When Ishita Malaviya, 24, first paddled away from shore on a surfboard, she had no idea she was the first female Indian surfer in history. In fact, she’s still one of the only women in her country to venture near the water–India sees over 75,000 drowning deaths every year, a heavy deterrent even for those willing to try the sport. Now, she’s hoping her role in “Beyond the Surface“–a new documentary directed by Dave and Crystal Thornburg-Homcy and starring fellow surfers and environmentalists Liz Clark, Lauren Hill, Emi Koch, and Kate Baldwin–will encourage more Indians to get into the water and bring a new wave of ecotourism and hope to her country. We caught up with Malaviya to talk about what she’s been up to recently:
When did you first realize you could possibly be the first female surfer in India?
I started surfing in 2007 with the Surfing Swamis and they were the ones who initially told me I was the first Indian girl to start surfing on home shores, but I just couldn’t believe it at the time. It felt too unreal. Two years later on a surf trip I would find out it was really true. We had decided to travel along the entire South Indian coastline to meet other local Indian surfers. I asked them if they knew of any other girls who had started surfing and they said, “No, Ishita. You really are the first one!”
Why aren’t there more Indian surfers?
We have a very small surf community here in India–just over 100 surfers. I think the reason it’s taken so long to take off here is because there is practically no beach culture. We have a population of 1.2 billion but you’ll find our beaches are totally empty and there are no crowded line-ups.The majority of the population doesn’t know how to swim, which has led to a high rate of drowning cases. Naturally, it’s created a fear of the ocean.
Is that why you founded The Shaka Surf Club, to get people in the water?
It’s a way surfing can have a very positive influence in India. As more people start having fun in the sea and learn to move when it changes, they’ll no longer be afraid and develop a deeper respect and appreciation for the ocean.
What’s your scariest moment in the water?
I’d just finished giving a surf lesson to a first-time surfer and I wanted to catch some waves myself. So I paddled out, but while I was peacefully waiting for a wave, I heard a loud scream and saw our student running out of the water screaming, “Shark! Shark! Get out!” It got me so scared I started paddling for my life and I didn’t even question what he was saying! In that panic I looked back and burst out laughing when I saw it was a dolphin, just minding his own business.
You’re in the process of filming a documentary called “Beyond the Surface.” What’s it like surfing with talent like Emi Koch and Crystal Thornburg-Homcy?
I had the best time surfing with them at my local surf spot!
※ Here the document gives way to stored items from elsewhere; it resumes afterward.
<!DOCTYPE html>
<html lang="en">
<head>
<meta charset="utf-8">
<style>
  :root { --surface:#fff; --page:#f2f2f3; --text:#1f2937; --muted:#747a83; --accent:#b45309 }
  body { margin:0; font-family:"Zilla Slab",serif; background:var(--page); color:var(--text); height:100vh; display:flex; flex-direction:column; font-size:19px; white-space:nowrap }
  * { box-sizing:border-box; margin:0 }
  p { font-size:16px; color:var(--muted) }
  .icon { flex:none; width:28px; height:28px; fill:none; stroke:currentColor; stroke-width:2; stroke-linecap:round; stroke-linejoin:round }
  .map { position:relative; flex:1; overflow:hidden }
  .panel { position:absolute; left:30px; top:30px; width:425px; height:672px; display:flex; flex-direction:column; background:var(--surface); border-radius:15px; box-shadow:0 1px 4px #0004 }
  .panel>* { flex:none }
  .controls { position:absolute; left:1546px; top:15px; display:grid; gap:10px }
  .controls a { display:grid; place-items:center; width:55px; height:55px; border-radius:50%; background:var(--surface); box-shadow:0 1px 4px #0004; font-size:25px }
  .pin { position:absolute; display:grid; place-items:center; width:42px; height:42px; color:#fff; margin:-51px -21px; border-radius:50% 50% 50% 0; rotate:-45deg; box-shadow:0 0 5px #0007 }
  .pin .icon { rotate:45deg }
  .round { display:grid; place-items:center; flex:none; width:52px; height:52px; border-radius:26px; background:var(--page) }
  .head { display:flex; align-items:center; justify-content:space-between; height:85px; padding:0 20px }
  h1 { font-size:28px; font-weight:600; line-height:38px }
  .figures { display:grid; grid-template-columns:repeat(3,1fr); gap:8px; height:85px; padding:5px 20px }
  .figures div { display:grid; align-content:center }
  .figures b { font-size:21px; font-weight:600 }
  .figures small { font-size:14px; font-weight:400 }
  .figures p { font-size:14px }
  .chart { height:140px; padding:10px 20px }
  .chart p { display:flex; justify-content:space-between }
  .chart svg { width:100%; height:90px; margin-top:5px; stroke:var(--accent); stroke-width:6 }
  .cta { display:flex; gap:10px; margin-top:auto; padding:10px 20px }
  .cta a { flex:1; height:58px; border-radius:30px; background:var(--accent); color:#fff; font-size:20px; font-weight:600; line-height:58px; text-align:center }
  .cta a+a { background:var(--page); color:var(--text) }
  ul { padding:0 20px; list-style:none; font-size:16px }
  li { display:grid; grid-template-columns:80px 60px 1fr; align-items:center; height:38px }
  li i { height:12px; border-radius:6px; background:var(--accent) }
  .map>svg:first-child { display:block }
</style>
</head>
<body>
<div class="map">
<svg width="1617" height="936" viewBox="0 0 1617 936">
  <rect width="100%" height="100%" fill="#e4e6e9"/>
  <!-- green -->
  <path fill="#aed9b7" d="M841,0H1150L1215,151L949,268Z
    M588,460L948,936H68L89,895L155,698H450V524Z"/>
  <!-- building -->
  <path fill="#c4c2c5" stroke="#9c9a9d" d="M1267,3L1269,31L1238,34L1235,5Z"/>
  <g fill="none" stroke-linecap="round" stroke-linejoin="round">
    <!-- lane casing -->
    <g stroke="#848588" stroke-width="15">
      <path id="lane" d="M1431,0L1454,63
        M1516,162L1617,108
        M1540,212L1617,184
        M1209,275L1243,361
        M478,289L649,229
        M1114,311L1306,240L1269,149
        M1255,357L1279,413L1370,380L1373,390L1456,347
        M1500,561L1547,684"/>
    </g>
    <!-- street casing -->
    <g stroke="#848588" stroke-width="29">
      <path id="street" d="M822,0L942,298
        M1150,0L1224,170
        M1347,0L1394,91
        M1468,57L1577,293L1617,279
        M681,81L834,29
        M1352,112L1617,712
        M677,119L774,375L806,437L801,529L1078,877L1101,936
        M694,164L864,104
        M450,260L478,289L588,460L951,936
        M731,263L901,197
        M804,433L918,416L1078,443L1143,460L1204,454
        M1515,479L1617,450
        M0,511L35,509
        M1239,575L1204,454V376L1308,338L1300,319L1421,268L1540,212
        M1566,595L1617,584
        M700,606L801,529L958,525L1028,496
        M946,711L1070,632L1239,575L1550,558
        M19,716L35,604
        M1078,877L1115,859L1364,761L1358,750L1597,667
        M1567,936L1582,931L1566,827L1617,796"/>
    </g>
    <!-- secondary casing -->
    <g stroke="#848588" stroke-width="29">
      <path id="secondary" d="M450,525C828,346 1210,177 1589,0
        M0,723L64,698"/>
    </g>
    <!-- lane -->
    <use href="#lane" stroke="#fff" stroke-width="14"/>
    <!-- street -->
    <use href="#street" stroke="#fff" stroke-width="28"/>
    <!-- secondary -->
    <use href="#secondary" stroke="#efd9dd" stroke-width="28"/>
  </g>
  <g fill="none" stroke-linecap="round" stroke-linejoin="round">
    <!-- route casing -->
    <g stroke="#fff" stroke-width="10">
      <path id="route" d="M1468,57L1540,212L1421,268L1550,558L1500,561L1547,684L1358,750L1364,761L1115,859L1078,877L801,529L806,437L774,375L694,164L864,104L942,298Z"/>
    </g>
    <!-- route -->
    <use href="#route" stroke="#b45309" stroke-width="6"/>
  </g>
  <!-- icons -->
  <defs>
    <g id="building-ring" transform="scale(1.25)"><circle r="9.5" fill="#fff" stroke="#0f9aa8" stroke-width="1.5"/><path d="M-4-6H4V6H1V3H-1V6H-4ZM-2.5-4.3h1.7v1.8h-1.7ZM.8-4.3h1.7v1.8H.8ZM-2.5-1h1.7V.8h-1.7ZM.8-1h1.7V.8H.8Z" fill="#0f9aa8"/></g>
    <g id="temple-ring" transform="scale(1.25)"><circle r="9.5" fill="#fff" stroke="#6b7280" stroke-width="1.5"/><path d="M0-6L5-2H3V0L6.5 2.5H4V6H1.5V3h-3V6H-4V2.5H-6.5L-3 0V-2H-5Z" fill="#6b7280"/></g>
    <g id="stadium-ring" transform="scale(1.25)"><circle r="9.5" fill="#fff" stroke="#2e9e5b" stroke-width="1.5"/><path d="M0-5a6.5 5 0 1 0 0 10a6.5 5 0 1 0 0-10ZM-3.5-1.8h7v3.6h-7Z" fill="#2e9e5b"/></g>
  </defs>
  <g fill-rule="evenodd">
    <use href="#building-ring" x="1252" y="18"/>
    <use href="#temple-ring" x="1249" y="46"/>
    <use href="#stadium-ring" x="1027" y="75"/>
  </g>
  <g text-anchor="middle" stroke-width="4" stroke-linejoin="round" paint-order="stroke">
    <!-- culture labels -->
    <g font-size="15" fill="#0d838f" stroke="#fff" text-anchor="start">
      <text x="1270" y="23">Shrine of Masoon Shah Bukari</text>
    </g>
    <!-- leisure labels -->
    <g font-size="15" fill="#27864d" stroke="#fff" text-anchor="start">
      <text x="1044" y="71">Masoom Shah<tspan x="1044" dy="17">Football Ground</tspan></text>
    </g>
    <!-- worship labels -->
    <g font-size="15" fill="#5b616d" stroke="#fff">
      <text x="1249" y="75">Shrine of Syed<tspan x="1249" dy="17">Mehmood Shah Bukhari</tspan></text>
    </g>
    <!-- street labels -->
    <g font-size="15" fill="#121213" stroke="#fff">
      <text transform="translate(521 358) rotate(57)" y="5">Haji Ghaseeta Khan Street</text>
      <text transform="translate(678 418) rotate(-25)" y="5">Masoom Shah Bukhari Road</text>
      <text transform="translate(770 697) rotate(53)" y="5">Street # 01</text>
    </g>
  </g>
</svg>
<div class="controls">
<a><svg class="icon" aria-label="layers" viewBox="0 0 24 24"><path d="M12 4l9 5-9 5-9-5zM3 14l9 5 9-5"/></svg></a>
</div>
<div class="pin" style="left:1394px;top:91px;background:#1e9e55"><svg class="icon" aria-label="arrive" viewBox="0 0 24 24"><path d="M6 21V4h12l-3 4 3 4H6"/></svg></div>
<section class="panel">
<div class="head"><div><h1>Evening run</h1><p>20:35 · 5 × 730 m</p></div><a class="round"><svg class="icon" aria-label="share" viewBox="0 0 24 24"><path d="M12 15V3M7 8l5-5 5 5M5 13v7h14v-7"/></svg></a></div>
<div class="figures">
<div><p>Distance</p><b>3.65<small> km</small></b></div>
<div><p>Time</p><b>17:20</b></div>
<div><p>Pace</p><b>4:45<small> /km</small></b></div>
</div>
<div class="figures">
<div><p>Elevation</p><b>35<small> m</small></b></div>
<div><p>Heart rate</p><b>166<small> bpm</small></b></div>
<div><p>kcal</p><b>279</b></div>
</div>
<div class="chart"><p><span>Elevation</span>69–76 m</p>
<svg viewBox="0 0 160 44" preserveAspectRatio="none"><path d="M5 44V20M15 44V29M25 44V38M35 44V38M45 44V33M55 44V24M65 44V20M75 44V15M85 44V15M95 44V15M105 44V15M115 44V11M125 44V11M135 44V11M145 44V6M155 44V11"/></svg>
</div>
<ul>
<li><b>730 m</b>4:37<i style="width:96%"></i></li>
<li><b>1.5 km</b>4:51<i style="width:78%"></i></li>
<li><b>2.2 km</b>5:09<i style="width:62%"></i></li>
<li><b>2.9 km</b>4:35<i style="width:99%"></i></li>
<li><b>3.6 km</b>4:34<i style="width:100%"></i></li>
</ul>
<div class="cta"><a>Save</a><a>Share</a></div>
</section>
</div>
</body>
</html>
Being the only girl in the Indian line-up, I never had any other girls to learn from when I started. The only connection I had was through surf blogs and surf videos I watched online. It’s a dream come true for me.
What can we expect from the film?
It’s the first surfing/humanitarian documentary filmed in India. In April, we’ll be traveling through southern India. The film will capture our journey as we purse waves and document the ways in which surfing, yoga, and ecological creativity are bringing hope and fueling change for local people.
What do you hope people will take away from the film?
Through the stories we tell in this film, I hope people will be inspired to travel, experience new cultures, set aside differences, and connect with others through our common love for the ocean, and to develop compassion for our fellow human beings and Mother Nature.